» YOUR OBJECTIVE: Search the data for "Porschen" and copy every matching line.

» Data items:
□ □ □
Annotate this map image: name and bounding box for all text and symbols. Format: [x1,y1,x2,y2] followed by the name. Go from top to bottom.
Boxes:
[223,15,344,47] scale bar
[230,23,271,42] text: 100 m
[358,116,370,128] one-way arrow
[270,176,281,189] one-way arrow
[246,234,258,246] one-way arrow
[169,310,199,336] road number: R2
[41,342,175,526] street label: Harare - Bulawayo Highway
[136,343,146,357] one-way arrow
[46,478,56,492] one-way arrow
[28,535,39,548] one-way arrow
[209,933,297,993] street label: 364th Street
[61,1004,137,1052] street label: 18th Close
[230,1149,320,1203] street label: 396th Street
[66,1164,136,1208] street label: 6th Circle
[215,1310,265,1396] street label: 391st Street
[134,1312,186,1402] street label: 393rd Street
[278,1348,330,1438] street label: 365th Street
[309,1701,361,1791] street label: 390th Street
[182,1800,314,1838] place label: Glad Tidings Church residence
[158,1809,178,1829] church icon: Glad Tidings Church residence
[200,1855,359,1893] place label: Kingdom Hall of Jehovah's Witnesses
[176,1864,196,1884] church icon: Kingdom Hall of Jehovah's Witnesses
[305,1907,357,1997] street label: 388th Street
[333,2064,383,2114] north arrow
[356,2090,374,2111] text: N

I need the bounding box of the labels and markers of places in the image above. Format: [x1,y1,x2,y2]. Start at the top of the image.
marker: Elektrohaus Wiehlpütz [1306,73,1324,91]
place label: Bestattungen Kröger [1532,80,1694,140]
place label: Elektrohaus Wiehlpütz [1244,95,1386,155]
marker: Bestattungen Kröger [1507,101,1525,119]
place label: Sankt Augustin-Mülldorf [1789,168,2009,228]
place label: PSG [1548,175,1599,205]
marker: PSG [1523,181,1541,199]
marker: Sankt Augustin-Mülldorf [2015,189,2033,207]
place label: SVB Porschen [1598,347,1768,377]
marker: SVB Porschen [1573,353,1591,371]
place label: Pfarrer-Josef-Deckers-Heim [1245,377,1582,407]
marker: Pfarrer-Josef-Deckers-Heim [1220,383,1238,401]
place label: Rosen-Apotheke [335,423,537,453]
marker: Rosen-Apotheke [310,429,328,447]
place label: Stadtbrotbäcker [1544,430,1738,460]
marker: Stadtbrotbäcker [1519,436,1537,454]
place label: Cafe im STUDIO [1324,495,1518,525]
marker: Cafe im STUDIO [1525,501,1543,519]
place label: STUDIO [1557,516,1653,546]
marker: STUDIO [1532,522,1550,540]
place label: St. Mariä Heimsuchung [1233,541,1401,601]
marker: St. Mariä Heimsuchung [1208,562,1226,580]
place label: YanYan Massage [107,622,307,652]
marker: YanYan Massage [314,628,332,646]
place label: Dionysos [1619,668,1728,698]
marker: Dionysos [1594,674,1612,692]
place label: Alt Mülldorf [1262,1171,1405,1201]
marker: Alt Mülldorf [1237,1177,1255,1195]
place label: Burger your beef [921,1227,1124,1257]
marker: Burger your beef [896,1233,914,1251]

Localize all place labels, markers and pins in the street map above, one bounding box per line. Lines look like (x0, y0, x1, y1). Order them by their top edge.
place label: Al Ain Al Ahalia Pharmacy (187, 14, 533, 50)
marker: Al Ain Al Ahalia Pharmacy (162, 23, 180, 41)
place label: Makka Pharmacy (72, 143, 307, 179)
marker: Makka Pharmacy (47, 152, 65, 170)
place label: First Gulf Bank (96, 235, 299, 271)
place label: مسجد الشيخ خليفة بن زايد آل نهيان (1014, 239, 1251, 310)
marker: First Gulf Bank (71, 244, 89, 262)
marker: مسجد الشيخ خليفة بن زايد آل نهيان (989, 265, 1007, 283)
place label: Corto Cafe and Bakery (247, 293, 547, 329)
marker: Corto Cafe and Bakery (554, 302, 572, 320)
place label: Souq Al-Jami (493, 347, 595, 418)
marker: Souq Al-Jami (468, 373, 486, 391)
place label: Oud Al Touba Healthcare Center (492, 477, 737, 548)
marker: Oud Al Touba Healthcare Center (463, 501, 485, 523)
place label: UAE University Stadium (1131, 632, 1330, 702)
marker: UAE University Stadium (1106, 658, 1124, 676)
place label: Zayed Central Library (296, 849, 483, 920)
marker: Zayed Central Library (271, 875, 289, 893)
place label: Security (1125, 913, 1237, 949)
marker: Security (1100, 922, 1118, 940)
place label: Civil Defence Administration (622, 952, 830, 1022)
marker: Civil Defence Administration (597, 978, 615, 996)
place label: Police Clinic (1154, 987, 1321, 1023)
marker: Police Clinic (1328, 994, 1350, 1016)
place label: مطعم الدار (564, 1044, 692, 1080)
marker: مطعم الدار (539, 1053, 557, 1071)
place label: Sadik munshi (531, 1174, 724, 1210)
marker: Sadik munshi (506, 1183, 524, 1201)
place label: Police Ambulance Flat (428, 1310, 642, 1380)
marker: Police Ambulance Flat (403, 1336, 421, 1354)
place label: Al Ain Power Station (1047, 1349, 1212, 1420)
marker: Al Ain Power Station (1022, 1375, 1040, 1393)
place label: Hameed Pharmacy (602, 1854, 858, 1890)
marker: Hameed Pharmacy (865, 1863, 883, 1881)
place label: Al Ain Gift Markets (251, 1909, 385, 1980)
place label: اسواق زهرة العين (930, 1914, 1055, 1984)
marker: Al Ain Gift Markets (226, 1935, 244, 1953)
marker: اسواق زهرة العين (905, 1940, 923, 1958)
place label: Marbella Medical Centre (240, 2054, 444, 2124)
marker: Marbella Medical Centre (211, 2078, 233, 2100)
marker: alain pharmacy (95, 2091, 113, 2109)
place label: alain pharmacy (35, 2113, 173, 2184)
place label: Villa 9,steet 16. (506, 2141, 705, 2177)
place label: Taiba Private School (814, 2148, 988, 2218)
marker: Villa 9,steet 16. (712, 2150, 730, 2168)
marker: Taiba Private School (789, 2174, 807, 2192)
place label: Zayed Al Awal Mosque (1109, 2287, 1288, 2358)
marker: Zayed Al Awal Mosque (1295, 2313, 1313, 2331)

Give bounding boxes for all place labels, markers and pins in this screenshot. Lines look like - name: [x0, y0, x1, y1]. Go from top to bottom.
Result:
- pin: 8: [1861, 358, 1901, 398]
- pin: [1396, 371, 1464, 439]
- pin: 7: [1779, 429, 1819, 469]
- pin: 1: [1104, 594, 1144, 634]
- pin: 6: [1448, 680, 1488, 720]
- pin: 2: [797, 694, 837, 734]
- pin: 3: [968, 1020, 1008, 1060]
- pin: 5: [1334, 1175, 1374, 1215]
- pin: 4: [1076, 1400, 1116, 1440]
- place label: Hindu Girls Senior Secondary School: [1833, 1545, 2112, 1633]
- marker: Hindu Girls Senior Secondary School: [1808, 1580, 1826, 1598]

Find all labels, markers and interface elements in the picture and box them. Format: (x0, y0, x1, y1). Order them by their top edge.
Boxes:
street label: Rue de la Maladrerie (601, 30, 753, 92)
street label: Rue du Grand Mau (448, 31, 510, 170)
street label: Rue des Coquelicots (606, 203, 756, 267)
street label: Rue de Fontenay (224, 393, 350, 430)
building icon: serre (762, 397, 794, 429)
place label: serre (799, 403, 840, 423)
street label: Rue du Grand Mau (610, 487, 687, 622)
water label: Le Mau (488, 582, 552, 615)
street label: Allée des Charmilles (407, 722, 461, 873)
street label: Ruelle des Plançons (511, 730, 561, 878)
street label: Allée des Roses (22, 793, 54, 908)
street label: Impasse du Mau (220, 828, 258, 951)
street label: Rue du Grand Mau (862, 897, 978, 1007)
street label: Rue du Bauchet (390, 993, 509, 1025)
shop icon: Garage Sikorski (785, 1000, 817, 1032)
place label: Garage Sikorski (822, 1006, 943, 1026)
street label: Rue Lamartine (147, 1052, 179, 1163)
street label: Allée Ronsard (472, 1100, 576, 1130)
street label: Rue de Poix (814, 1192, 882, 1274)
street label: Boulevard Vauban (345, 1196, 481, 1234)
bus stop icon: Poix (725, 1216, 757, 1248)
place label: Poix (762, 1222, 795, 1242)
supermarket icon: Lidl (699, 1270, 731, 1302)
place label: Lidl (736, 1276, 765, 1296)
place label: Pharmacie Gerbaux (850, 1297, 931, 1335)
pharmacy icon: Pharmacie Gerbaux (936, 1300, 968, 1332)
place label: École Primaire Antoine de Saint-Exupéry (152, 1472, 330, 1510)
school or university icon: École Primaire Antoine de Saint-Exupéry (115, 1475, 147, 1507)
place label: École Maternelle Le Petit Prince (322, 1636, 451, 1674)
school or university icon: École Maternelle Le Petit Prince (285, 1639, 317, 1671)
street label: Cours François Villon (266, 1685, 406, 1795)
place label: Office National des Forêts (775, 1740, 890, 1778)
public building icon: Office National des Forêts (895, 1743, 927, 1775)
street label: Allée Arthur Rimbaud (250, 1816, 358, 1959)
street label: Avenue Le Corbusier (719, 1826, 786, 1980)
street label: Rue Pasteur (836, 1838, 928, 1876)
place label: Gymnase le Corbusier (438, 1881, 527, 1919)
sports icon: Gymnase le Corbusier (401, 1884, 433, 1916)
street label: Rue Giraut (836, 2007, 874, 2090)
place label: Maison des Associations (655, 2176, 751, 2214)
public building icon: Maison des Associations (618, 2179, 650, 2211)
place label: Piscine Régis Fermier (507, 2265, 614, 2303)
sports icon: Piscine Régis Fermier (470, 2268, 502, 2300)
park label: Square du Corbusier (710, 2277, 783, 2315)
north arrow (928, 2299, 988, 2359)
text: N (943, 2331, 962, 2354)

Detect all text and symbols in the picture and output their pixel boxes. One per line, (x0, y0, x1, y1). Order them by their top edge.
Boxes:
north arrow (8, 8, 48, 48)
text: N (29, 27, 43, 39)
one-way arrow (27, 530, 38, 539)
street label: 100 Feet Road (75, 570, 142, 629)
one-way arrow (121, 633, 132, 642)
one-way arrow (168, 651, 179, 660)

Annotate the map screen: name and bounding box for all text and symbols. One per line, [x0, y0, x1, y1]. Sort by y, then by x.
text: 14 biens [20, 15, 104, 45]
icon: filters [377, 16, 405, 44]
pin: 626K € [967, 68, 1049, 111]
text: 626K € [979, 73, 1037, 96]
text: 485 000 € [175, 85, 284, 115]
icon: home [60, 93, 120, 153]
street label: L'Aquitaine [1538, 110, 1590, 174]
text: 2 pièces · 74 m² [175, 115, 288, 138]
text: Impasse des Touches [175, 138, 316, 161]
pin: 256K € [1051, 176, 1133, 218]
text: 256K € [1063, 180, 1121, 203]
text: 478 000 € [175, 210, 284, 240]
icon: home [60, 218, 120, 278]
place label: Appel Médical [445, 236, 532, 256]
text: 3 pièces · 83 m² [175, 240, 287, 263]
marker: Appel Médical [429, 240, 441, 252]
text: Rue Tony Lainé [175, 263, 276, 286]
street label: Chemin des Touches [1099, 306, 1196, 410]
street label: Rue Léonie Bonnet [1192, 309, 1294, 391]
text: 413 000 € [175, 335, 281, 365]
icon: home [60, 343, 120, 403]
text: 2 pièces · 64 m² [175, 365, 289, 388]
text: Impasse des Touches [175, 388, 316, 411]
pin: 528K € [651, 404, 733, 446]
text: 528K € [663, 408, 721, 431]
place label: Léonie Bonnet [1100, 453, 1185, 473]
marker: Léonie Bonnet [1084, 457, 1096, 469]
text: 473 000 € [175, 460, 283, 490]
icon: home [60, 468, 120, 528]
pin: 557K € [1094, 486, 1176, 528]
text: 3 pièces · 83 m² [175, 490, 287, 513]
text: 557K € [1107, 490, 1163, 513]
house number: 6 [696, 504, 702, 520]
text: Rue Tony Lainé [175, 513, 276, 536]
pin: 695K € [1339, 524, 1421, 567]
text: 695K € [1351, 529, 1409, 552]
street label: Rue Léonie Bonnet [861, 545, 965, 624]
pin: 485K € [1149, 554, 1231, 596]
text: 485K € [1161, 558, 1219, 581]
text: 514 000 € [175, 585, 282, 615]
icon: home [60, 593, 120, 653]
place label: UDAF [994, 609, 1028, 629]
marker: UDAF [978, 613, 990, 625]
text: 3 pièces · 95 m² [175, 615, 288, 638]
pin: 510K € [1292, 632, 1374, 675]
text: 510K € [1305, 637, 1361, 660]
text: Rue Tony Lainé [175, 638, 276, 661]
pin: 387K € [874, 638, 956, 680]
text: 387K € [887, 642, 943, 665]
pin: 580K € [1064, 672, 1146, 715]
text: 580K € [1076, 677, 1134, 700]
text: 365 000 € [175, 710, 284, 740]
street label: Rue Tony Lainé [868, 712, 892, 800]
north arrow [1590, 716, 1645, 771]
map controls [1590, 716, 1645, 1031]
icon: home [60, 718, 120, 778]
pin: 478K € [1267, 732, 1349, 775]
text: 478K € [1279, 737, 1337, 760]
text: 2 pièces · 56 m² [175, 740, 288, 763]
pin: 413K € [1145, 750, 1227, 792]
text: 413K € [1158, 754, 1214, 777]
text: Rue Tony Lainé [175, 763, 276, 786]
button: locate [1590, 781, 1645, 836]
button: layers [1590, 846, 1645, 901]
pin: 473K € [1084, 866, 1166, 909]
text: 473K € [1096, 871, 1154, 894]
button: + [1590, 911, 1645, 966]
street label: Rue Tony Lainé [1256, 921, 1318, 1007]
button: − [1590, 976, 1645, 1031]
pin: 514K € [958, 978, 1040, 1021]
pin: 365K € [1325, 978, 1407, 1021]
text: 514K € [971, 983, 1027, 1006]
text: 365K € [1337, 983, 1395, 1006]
□ □ □
» SOLUTION FOR THIS PROBLEM:
place label: SVB Porschen [1598,347,1768,377]
marker: SVB Porschen [1573,353,1591,371]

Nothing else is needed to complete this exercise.